FDT in climate science (fluctuation dissipation theorem)¶

FDT: The use of fluctuation dissipation theorem can be traced back to Annus mirabilis in 1905. The year that Albert Einstein published 5 legendary paper which changed how we see the world. However, I am not going to talk about "Relativity". Instead, this project will focus on FDT, a theorem was applied to explain Brownian motion (or other fields in Statistical mechanics). FDT has a lot of names in climate science and you might be able to name a few of them, such as (1) linear response function, (2) Jacobian Matrix, (3) Green's function, (4) linear inverse model or (5) Markov train.

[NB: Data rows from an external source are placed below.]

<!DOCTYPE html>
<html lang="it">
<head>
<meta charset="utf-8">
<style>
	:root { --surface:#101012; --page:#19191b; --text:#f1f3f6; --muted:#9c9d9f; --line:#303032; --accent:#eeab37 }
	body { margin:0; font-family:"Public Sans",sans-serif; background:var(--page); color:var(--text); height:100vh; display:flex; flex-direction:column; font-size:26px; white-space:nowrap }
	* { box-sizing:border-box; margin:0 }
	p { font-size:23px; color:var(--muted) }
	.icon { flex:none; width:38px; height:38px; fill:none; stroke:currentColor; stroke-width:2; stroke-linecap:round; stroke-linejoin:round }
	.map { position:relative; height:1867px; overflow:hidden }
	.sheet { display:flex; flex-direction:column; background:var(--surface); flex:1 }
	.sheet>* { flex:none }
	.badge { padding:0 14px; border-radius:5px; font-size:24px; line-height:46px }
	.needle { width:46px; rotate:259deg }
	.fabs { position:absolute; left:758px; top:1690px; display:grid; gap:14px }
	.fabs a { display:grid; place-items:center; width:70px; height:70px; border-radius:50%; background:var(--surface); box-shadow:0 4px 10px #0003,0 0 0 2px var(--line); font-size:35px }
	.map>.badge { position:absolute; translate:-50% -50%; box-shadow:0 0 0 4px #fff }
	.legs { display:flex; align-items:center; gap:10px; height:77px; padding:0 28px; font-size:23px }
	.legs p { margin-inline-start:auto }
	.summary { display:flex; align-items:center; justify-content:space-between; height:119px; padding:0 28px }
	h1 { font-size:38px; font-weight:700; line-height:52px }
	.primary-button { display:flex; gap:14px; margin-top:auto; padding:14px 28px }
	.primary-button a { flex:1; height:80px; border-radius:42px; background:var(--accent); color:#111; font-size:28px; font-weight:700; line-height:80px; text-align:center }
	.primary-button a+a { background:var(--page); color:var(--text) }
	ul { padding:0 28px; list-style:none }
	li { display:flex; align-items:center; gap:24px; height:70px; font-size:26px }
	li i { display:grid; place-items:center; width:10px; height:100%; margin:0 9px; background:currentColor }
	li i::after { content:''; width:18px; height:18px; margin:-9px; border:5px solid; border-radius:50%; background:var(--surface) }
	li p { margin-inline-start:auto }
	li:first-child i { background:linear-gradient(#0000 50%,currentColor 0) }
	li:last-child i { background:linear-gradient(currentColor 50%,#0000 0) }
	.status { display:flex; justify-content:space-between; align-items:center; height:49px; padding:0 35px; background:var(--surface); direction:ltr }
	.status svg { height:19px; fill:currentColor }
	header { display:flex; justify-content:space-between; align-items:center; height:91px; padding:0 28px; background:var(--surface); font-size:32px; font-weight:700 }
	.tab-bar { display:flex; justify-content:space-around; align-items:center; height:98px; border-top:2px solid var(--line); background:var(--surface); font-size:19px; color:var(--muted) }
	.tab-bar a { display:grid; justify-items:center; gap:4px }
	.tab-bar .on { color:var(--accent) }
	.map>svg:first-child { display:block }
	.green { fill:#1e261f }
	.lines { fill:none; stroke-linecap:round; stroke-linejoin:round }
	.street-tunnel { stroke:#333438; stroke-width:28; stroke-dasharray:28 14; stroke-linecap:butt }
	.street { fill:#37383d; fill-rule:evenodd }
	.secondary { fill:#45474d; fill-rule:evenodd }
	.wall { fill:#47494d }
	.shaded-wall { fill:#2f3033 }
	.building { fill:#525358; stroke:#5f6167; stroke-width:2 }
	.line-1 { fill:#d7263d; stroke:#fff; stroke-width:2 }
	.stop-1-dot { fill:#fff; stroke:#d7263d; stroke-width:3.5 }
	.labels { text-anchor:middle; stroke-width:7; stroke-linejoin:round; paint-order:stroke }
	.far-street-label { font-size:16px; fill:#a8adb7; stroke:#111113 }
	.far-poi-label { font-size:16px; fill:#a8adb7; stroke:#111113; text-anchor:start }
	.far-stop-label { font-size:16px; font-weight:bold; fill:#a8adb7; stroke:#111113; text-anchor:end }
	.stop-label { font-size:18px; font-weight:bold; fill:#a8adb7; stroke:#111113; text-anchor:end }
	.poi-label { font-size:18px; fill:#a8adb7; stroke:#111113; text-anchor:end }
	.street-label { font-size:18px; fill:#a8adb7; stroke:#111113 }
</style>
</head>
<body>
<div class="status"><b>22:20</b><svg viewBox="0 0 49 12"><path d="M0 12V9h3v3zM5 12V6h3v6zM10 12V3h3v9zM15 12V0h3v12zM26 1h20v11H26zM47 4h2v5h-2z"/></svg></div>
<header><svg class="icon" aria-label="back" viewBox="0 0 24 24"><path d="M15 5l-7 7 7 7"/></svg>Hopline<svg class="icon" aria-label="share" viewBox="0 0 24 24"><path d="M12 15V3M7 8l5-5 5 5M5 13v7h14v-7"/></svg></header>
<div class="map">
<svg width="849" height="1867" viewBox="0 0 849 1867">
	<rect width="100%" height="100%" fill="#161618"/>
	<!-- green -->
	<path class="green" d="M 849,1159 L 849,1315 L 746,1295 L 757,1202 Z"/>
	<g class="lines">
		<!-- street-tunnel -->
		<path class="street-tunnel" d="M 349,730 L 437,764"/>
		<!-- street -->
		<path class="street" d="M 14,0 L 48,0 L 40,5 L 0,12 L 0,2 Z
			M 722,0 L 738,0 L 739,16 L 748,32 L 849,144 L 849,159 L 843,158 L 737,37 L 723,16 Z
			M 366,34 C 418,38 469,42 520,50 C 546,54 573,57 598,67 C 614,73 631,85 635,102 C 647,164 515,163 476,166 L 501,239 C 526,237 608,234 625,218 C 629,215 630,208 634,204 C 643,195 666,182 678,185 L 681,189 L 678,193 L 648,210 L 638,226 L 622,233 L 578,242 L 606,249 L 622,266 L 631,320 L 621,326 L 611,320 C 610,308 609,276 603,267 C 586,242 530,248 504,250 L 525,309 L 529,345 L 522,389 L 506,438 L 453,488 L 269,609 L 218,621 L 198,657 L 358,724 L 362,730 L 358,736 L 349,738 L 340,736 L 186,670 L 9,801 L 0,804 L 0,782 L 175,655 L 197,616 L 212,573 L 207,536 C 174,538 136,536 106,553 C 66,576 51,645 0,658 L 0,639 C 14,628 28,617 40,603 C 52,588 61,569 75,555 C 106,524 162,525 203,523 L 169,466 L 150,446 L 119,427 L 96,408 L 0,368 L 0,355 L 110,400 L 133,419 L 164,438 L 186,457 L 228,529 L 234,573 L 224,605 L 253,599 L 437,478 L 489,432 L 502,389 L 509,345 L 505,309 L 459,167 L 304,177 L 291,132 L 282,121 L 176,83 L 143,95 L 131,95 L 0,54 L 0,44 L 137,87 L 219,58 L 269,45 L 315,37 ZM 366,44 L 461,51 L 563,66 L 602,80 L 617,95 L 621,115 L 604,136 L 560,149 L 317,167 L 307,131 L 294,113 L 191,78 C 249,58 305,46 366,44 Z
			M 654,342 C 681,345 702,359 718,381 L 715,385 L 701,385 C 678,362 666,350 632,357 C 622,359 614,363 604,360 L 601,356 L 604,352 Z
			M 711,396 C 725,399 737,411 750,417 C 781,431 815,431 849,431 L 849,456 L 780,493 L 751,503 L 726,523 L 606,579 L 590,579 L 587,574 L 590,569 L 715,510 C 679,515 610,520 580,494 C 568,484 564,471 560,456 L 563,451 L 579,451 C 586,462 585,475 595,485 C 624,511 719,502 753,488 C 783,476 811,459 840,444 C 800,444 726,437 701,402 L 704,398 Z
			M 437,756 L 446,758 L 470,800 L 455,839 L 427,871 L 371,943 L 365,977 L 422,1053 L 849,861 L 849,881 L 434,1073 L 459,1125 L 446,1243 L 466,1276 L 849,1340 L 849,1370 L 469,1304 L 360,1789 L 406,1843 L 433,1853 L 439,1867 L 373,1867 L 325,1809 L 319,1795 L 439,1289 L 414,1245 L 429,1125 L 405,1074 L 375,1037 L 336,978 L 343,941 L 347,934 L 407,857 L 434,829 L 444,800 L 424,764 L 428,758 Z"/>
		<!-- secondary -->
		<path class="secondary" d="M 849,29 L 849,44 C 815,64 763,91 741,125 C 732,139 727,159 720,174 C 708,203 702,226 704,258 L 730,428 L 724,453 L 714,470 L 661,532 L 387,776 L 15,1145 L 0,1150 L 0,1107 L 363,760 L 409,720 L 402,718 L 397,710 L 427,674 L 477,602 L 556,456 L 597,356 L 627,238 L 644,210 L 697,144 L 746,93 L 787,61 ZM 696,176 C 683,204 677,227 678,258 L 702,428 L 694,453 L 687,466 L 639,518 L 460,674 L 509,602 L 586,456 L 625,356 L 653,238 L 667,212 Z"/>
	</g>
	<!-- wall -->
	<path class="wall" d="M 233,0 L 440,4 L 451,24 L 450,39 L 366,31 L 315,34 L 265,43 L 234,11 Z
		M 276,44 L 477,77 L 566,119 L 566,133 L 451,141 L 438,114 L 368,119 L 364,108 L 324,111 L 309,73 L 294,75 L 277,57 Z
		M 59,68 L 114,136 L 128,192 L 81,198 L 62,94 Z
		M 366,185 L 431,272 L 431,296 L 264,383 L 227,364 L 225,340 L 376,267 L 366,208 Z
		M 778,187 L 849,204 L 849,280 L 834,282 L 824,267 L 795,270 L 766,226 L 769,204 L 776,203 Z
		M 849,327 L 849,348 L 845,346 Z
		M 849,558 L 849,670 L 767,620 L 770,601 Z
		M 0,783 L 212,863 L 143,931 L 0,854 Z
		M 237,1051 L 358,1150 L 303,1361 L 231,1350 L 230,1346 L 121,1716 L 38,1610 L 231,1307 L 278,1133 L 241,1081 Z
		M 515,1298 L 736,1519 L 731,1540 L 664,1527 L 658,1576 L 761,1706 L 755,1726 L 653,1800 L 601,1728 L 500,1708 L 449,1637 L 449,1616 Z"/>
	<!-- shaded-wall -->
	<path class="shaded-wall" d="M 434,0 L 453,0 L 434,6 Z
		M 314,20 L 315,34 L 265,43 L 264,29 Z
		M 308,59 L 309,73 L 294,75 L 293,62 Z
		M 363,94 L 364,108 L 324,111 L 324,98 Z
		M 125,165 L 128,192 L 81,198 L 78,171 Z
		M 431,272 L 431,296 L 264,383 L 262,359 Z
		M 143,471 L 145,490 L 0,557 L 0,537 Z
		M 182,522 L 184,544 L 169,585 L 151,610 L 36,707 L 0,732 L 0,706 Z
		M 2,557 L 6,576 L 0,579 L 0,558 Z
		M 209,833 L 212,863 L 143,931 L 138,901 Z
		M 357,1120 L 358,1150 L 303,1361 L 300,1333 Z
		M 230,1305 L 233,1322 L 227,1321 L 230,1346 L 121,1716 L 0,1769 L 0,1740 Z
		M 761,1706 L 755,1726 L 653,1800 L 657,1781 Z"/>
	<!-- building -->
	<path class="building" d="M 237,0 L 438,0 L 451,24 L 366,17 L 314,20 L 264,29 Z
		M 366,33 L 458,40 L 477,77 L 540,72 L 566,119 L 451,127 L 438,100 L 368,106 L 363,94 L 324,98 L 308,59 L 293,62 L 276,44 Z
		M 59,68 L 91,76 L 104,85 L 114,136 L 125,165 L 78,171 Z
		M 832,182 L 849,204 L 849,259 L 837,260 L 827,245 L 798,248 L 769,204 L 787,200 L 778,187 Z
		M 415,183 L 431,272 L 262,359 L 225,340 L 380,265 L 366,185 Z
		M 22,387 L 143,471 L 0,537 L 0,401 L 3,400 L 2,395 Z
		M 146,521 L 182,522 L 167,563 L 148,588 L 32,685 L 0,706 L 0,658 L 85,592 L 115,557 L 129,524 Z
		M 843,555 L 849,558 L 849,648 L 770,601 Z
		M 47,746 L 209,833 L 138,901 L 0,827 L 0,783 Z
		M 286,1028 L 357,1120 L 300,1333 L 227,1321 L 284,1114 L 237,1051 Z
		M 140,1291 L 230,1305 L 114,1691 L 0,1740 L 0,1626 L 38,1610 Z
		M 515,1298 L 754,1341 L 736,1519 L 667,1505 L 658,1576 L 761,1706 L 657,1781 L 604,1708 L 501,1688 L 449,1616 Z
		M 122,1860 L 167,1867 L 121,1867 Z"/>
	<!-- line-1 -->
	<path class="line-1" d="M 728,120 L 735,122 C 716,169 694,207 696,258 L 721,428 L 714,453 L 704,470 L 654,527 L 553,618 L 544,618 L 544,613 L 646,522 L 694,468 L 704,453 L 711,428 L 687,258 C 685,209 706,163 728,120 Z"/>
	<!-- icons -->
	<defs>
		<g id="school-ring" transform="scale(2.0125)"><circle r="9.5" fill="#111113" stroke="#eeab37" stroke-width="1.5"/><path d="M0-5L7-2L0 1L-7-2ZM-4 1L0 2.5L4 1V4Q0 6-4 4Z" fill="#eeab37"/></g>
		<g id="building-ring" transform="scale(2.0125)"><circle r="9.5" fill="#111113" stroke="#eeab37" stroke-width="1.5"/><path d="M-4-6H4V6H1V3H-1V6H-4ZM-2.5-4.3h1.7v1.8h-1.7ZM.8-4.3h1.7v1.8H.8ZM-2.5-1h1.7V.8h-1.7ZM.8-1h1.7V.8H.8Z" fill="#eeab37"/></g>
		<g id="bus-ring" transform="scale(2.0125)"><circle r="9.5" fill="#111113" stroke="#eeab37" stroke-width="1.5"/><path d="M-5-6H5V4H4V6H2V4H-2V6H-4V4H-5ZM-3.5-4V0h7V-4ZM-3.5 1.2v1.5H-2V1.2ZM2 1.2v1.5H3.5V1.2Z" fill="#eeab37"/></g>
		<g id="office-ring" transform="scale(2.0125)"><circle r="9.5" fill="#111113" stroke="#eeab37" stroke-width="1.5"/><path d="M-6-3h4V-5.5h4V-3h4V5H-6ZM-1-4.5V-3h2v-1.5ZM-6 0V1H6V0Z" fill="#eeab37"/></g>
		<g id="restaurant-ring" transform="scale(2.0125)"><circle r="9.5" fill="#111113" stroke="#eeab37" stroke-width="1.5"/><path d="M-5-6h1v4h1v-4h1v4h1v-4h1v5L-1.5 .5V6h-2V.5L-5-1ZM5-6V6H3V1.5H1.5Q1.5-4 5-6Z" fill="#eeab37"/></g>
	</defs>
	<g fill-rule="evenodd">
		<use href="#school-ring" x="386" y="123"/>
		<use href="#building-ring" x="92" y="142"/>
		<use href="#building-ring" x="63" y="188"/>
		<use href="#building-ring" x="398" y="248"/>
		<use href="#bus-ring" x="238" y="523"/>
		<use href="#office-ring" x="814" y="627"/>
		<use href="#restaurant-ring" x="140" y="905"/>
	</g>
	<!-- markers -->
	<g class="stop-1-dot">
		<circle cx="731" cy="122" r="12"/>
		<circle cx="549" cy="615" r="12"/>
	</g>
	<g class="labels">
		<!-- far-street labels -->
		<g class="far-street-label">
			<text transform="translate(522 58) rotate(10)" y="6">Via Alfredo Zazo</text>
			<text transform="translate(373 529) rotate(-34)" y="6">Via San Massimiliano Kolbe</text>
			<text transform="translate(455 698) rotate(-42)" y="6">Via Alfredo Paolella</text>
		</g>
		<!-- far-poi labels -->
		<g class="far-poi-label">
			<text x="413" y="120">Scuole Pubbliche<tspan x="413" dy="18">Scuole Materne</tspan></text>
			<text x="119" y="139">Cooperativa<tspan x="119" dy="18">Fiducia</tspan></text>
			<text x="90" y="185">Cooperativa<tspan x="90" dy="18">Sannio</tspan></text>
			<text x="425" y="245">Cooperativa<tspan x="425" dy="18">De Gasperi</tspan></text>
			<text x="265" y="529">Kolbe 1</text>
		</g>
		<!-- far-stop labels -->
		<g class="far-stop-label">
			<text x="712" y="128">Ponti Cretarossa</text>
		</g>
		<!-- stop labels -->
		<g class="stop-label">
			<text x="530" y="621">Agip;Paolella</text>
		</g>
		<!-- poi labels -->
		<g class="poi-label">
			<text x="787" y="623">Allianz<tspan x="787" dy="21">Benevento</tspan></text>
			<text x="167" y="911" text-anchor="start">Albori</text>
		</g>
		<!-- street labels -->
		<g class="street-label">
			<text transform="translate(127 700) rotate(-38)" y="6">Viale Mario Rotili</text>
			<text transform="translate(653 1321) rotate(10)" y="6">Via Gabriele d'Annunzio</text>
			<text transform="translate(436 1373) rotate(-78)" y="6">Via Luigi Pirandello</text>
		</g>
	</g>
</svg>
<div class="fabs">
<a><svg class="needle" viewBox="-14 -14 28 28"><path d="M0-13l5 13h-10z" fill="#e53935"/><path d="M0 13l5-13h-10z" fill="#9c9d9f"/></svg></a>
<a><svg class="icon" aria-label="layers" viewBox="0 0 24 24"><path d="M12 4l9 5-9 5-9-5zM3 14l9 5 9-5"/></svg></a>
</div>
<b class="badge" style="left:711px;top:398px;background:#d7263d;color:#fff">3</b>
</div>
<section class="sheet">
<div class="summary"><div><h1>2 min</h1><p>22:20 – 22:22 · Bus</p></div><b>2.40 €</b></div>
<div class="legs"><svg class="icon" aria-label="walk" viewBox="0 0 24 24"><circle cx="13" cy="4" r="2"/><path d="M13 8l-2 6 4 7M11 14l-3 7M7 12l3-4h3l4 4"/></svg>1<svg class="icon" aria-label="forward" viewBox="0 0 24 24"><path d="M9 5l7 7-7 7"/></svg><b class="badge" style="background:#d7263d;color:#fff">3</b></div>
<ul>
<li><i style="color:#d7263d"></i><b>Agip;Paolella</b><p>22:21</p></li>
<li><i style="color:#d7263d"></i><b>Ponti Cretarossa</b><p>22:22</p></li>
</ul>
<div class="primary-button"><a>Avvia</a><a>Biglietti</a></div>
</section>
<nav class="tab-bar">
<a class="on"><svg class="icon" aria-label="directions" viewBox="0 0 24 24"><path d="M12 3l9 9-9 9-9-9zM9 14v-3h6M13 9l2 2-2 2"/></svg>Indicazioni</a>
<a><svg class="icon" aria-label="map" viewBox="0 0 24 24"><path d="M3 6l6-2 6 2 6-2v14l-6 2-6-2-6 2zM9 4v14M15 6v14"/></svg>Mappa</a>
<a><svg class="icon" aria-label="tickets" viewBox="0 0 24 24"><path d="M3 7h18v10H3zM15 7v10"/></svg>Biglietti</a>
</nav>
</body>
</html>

Before I jump into the details of FDT, I would like give you a general picture of the physical assumption over different dynamical models (or dynamical systems). All of the dynamical models we use today are based on different physical assumption. For example, when we use a global climate model with cumulus parameterization, we are assuming a quasi-equilibrium state of short-lived cumulus cloud, which nearly strikes balance with large-scale tendency. When we use cloud permitting model, we can use vertical wind shear and static stability to approximate the large eddies in the boundary layer (i.e. boundary layer scheme). In addition, in a large eddy simulation (cloud resolving), we assume the physical processes (i.e. condensation) are relatively fast compared to the lifecycle of cloud and turbulence. Thus, when we predict the "resolved scale systems" (e.g. those can be seen by the grid), the "unresovled scales" are parameterized. A good news is, most of time, these assumptions are quite robust (except some cases going through cross-scale gray zones). This indicates that if we want to forecast the large-scale systems, we don't need to do deterministic forecast for the small-scale systems. Insead, what we need is the statistics of these systems (i.e. parameterization).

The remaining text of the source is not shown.